The pdfTeX manual states that this causes TeX to leave (internal) vertical mode and enter horizontal mode—the mode in which TeX is building paragraphs. This is the purpose of the plain TeX and LaTeX macro \leavevmode. The manual states that this does so without any bad interaction with \everypar.

The only examples I can think of where this would be useful are horribly contrived. For example,

\leavevmode foo

\quitvmode bar


which is more or less what I'd expect, but this use of \everypar is really silly.
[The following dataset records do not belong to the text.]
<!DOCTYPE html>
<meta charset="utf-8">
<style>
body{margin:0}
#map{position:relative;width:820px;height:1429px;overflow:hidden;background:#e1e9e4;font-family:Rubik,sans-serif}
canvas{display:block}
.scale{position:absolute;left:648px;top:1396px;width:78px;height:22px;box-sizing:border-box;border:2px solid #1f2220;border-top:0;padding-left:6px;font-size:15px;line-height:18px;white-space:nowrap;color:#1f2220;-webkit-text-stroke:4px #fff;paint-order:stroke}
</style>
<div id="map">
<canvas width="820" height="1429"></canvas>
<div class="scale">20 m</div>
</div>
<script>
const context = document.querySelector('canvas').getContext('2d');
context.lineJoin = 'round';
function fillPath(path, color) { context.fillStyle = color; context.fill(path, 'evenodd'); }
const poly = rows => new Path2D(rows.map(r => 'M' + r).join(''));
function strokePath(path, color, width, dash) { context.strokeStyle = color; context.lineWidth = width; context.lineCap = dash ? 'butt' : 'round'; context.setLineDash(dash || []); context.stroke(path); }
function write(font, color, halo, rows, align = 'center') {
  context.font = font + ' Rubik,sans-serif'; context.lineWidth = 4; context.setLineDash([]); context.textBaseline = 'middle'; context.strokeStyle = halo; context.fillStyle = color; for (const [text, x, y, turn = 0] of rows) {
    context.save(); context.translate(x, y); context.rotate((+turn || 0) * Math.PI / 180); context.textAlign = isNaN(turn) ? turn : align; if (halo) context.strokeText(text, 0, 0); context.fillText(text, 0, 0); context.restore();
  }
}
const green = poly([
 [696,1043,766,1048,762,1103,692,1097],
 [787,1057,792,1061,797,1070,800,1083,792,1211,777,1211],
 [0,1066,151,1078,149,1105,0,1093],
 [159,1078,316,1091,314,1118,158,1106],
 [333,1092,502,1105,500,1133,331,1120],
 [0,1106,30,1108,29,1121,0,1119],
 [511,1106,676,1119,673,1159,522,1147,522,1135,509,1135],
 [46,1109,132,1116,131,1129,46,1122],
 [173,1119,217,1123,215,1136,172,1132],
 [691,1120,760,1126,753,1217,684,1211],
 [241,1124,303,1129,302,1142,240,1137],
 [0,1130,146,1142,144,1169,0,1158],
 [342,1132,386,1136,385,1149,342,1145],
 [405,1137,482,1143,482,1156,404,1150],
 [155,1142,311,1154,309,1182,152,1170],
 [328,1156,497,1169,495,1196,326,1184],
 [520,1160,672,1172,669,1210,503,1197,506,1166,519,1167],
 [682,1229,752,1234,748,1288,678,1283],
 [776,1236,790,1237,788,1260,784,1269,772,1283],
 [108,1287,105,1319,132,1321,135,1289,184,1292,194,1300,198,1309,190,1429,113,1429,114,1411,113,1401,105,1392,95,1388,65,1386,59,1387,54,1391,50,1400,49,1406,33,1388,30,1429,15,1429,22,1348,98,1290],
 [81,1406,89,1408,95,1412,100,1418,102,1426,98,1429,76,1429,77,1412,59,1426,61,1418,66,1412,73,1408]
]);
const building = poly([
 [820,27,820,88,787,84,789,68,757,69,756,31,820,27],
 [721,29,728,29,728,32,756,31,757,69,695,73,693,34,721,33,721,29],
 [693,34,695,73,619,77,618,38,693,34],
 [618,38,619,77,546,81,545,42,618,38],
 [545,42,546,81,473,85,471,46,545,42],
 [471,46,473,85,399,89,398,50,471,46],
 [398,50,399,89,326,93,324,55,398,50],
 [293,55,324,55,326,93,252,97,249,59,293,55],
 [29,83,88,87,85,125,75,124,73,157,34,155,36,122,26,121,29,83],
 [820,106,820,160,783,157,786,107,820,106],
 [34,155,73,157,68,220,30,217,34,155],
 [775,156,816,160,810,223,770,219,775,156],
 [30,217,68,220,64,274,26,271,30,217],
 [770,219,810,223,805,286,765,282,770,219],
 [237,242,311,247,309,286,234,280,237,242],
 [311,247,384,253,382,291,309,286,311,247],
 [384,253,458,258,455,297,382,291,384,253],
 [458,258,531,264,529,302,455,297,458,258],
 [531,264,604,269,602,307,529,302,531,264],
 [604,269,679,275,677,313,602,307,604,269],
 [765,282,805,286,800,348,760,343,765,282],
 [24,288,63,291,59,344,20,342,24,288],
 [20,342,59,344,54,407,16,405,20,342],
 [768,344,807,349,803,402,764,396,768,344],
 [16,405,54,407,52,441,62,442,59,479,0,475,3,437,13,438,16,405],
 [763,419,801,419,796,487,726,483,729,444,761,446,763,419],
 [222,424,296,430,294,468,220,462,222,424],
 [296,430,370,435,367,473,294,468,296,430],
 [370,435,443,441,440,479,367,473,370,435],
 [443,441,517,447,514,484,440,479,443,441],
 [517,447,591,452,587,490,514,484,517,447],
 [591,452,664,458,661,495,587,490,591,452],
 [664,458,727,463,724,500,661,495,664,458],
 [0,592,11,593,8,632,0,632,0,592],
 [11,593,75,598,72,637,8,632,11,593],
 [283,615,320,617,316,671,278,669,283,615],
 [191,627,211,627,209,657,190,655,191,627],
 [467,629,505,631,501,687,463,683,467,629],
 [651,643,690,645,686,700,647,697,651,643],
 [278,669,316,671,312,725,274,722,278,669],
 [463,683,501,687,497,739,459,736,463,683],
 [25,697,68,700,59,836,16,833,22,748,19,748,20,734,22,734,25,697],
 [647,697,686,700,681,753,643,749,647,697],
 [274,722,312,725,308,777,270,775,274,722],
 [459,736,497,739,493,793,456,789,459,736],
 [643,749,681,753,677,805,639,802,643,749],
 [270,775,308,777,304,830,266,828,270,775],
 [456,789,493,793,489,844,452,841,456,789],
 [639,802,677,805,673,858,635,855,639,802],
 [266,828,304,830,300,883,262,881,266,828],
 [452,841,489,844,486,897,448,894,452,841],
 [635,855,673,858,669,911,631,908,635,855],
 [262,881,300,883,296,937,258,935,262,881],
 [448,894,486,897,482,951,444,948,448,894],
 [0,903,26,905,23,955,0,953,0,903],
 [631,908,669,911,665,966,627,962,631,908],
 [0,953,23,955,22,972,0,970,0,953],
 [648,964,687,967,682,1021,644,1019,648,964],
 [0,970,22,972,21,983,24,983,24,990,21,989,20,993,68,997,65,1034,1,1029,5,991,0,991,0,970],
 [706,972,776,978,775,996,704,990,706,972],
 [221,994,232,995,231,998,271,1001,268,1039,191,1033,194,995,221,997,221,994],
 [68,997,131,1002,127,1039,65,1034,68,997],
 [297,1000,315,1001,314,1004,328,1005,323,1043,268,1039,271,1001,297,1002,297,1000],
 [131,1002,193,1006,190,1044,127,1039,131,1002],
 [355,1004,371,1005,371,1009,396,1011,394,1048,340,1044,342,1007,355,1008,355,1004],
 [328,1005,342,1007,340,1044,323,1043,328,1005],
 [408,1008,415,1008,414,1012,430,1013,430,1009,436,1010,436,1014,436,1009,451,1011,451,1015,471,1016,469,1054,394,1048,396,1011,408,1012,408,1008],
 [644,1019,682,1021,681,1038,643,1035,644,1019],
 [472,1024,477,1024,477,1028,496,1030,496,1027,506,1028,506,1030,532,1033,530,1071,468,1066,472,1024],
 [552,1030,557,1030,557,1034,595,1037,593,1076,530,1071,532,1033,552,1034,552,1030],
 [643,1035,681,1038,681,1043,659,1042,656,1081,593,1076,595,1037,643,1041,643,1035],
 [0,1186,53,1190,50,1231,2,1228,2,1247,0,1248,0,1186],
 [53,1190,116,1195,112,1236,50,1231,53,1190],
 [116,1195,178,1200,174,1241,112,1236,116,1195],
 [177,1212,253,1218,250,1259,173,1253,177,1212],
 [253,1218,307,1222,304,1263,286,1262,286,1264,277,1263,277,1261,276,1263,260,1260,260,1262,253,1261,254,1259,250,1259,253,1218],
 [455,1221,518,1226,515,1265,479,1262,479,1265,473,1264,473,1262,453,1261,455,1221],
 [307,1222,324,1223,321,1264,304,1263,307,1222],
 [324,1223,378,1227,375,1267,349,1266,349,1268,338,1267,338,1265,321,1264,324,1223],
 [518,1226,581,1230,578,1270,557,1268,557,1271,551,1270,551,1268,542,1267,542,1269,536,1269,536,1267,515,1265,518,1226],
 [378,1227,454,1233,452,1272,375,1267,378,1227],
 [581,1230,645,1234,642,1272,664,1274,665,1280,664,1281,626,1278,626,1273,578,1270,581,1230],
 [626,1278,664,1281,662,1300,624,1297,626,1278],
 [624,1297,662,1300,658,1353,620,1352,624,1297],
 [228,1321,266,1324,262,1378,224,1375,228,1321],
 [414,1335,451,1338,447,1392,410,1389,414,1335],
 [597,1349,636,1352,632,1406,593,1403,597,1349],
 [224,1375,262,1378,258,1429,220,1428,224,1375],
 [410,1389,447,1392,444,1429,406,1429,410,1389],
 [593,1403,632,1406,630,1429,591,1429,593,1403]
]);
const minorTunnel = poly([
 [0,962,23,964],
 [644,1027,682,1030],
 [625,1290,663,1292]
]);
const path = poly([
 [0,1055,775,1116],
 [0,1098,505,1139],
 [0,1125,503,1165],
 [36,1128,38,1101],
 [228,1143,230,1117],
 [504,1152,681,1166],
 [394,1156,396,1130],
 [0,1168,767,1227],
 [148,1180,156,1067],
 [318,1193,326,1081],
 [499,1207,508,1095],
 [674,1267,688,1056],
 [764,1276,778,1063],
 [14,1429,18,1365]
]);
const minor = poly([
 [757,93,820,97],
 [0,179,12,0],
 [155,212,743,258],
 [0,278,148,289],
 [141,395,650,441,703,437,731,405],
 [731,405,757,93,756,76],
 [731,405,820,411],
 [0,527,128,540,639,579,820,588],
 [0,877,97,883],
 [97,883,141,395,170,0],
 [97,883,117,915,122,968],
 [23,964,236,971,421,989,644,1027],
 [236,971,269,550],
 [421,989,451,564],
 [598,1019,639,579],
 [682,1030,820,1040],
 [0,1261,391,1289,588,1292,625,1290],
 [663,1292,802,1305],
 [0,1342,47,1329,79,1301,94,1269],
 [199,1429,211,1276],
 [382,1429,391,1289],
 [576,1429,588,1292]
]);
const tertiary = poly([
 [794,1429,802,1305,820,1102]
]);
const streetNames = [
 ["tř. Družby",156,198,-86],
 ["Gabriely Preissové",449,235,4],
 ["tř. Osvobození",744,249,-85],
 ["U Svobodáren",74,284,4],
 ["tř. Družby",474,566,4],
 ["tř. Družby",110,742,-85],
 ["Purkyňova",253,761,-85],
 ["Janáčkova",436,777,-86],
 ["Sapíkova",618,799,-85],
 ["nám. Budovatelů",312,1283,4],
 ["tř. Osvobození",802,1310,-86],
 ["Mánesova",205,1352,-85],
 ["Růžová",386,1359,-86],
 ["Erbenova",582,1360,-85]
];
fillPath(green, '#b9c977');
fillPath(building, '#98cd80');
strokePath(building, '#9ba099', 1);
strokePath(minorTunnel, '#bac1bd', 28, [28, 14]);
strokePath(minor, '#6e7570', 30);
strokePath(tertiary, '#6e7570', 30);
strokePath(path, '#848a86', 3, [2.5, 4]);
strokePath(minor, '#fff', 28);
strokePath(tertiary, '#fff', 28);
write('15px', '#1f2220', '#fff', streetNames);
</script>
What is an actual use where using \quitvmode instead of \leavevmode matters?

1 Answer 1


Discussion here. Take-home message seems to be "it's not really necessary with etex, but etex wasn't universally available when this was introduced in July 2004". Seems spurious to me, since if extensions to tex were needed, why should a pdftex extension preferable to an etex one? Anyway, the conclusion was that the primitive was already in use, so it shouldn't be removed lest something breaks.

  • 1
    Interesting discussion. I see why \ifvmode\indent\fi needs to be \protected. So I see why it's unnecessary with e-TeX extensions, but what I don't understand is why either a primitive or a \protected macro is needed at all. \leavevmode doesn't have expansion problems. The pdfTeX manual explicitly mentions \everypar, but I'm not really seeing the connection (beyond trivial examples like mine).
    – TH.
    Mar 18, 2011 at 3:26
  • 3
    @TH. My take is that it 'seemed like a good idea at the time', but like a few other primitives turns out to be not really that much use.
    – Joseph Wright
    Mar 18, 2011 at 6:44
  • Perhaps the e-TeX extensions weren't yet included in pdfTeX at that time?